EXTRACTED ENTRIES:
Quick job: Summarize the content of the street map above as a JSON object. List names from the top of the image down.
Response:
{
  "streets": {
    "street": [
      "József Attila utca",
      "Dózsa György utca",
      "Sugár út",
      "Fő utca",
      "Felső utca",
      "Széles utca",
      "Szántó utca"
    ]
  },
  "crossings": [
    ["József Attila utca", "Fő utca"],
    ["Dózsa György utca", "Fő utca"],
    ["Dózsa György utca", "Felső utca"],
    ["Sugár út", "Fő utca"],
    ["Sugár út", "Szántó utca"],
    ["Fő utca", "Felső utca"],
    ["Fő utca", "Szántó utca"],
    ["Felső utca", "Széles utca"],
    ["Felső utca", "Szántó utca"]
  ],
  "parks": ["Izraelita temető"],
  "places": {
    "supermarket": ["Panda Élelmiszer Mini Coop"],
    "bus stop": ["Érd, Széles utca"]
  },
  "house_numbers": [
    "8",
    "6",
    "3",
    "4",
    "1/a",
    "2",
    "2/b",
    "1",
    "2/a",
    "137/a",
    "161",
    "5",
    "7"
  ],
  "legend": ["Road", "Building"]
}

ABOUT THIS TASK:
Wherever the string "Szántó" occurs in the data, copy the line that holds it.

ANSWER TO THIS PROBLEM:
      "Szántó utca"
    ["Sugár út", "Szántó utca"],
    ["Fő utca", "Szántó utca"],
    ["Felső utca", "Szántó utca"]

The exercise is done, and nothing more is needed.